La primera vez que aparece la palabra Auschwitz es en la página 676. Lo hace en alusión a una conversación con su colega Karl Hanke. Antes, el peso de sus memorias resulta liviano. No se puede construir el recuerdo del nazismo y la II Guerra Mundial omitiendo este lugar, el grado cero de la escritura de todo arrepentimiento. Speer afirma que le han ofrecido varias veces visitar un campo de concentración, pero que él ha rechazado la propuesta. Sin embargo, sí se adjudica la idea de haber utilizado a prisioneros de esos campos para trabajar en fábricas de armamento.
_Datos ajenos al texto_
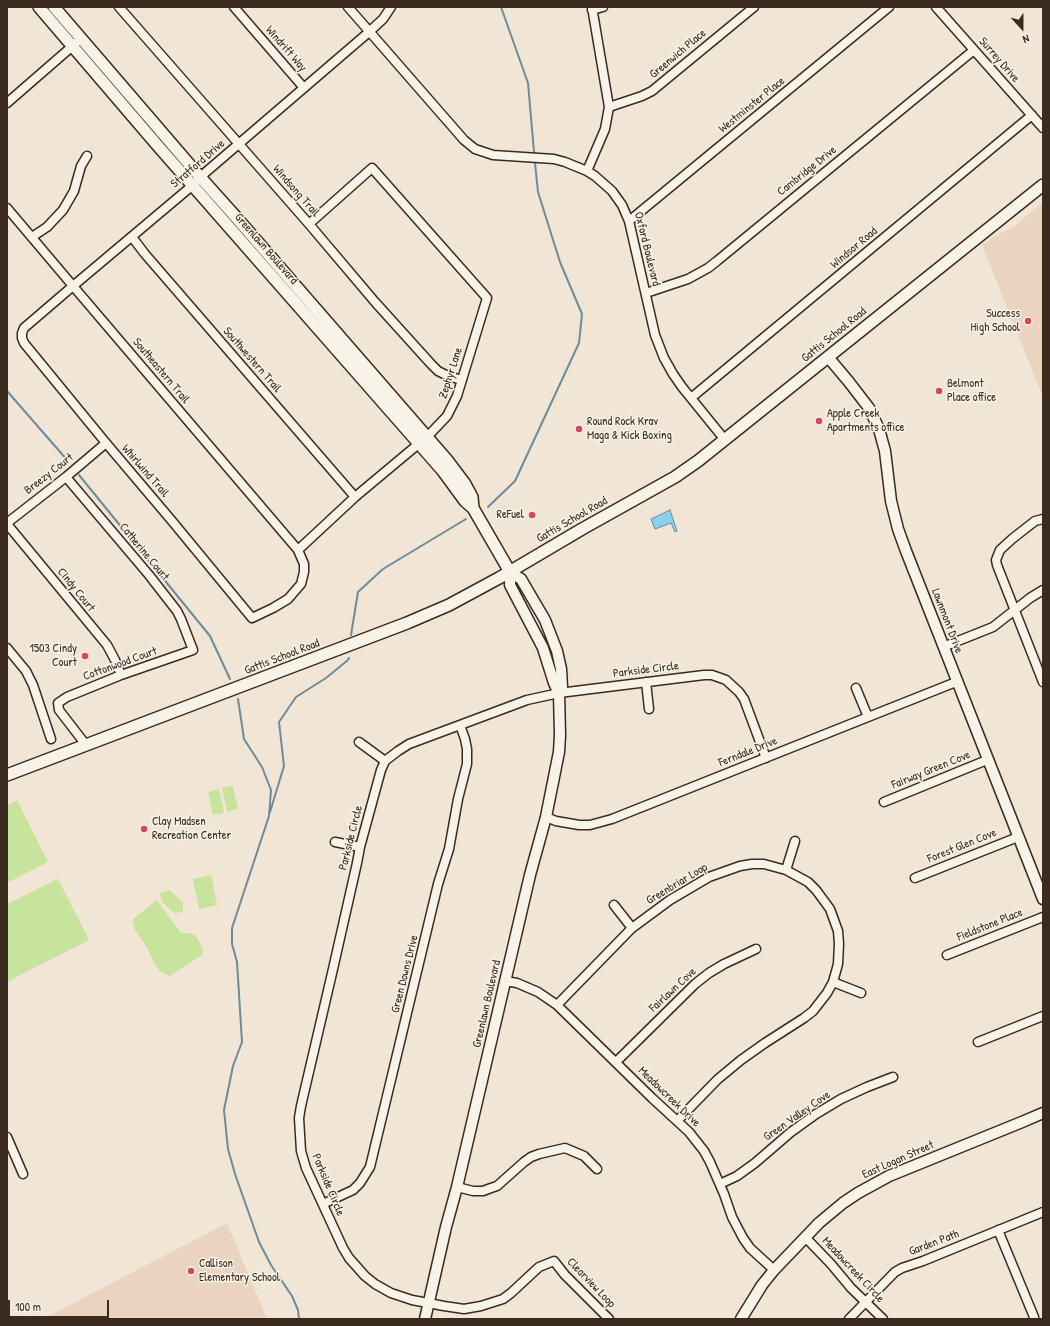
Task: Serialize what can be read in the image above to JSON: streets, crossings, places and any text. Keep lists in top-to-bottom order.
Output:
{
  "streets": {
    "main road": ["Greenlawn Boulevard", "Gattis School Road"],
    "street": [
      "Windrift Way",
      "Greenwich Place",
      "Surrey Drive",
      "Westminster Place",
      "Stratford Drive",
      "Cambridge Drive",
      "Windsong Trail",
      "Windsor Road",
      "Oxford Boulevard",
      "Southwestern Trail",
      "Southeastern Trail",
      "Zephyr Lane",
      "Whirlwind Trail",
      "Breezy Court",
      "Catherine Court",
      "Cindy Court",
      "Lawnmont Drive",
      "Cottonwood Court",
      "Parkside Circle",
      "Ferndale Drive",
      "Fairway Green Cove",
      "Forest Glen Cove",
      "Greenbriar Loop",
      "Fieldstone Place",
      "Green Downs Drive",
      "Fairlawn Cove",
      "Meadowcreek Drive",
      "Green Valley Cove",
      "East Logan Street",
      "Garden Path",
      "Meadowcreek Circle",
      "Clearview Loop"
    ]
  },
  "crossings": [
    ["Windrift Way", "Stratford Drive"],
    ["Surrey Drive", "Cambridge Drive"],
    ["Surrey Drive", "Windsor Road"],
    ["Westminster Place", "Oxford Boulevard"],
    ["Stratford Drive", "Windsong Trail"],
    ["Stratford Drive", "Greenlawn Boulevard"],
    ["Stratford Drive", "Oxford Boulevard"],
    ["Stratford Drive", "Southwestern Trail"],
    ["Stratford Drive", "Southeastern Trail"],
    ["Stratford Drive", "Whirlwind Trail"],
    ["Cambridge Drive", "Oxford Boulevard"],
    ["Windsong Trail", "Zephyr Lane"],
    ["Windsor Road", "Oxford Boulevard"],
    ["Greenlawn Boulevard", "Gattis School Road"],
    ["Greenlawn Boulevard", "Zephyr Lane"],
    ["Greenlawn Boulevard", "Parkside Circle"],
    ["Greenlawn Boulevard", "Ferndale Drive"],
    ["Greenlawn Boulevard", "Meadowcreek Drive"],
    ["Greenlawn Boulevard", "Clearview Loop"],
    ["Oxford Boulevard", "Gattis School Road"],
    ["Gattis School Road", "Lawnmont Drive"],
    ["Gattis School Road", "Cottonwood Court"],
    ["Southwestern Trail", "Zephyr Lane"],
    ["Southeastern Trail", "Zephyr Lane"],
    ["Southeastern Trail", "Whirlwind Trail"],
    ["Zephyr Lane", "Whirlwind Trail"],
    ["Whirlwind Trail", "Breezy Court"],
    ["Breezy Court", "Catherine Court"],
    ["Breezy Court", "Cindy Court"],
    ["Catherine Court", "Cottonwood Court"],
    ["Cindy Court", "Cottonwood Court"],
    ["Lawnmont Drive", "Ferndale Drive"],
    ["Lawnmont Drive", "Fairway Green Cove"],
    ["Lawnmont Drive", "Forest Glen Cove"],
    ["Parkside Circle", "Ferndale Drive"],
    ["Parkside Circle", "Green Downs Drive"],
    ["Parkside Circle", "Clearview Loop"],
    ["Greenbriar Loop", "Meadowcreek Drive"],
    ["Fairlawn Cove", "Meadowcreek Drive"],
    ["Meadowcreek Drive", "Green Valley Cove"],
    ["Meadowcreek Drive", "East Logan Street"],
    ["East Logan Street", "Meadowcreek Circle"],
    ["Garden Path", "Meadowcreek Circle"]
  ],
  "places": [
    "Success High School",
    "Belmont Place office",
    "Apple Creek Apartments office",
    "Round Rock Krav Maga & Kick Boxing",
    "ReFuel",
    "1503 Cindy Court",
    "Clay Madsen Recreation Center",
    "Callison Elementary School"
  ],
  "scale_bar": "100 m",
  "north": "bottom"
}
El autor dedica una página y media a despachar este espinoso asunto. Un párrafo para decir que aún le pesan esos muertos, sin determinarlos, sin cuantificarlos. Importan los números, porque encierran almas. Las 676 páginas anteriores gritan el nombre de Auschwitz por su ausencia. Las restantes se duelen por ese silencio.

No fue Speer un soldado raso al que atribuir la obediencia suprema de sus mandos superiores. No hay banalidad del mal, como extrajo Hannah Arendt de los componentes del organigrama nazi. El arquitecto de Hitler es una persona consciente de lo sucedido. Reina sobre cadáveres y tras Nuremberg lo reconoce, pero sabía ya de la existencia de esa gran fosa común en la que se había convertido el continente. No hay alusiones a Wannsee, la conferencia donde se decidió el destino final de los judíos, ni al procedimiento de terror que se llevaba aplicando contra ellos desde los años treinta, cuando él dibujaba pesadillas de mármol y luz. Ese es el silencio que le reprocho a estas excepcionales memorias, a estas mil páginas en las que la voz de Speer quiere aparecer curada, arrepentida, pero que se resiente de un terrible silencio. Todas memorias de aquellos días que no comience con un «yo ayudé a levantar las chimeneas de Auschwitz» están incompletas. Carecen de la honestidad suficiente. Y el lector lo debe tener en cuenta.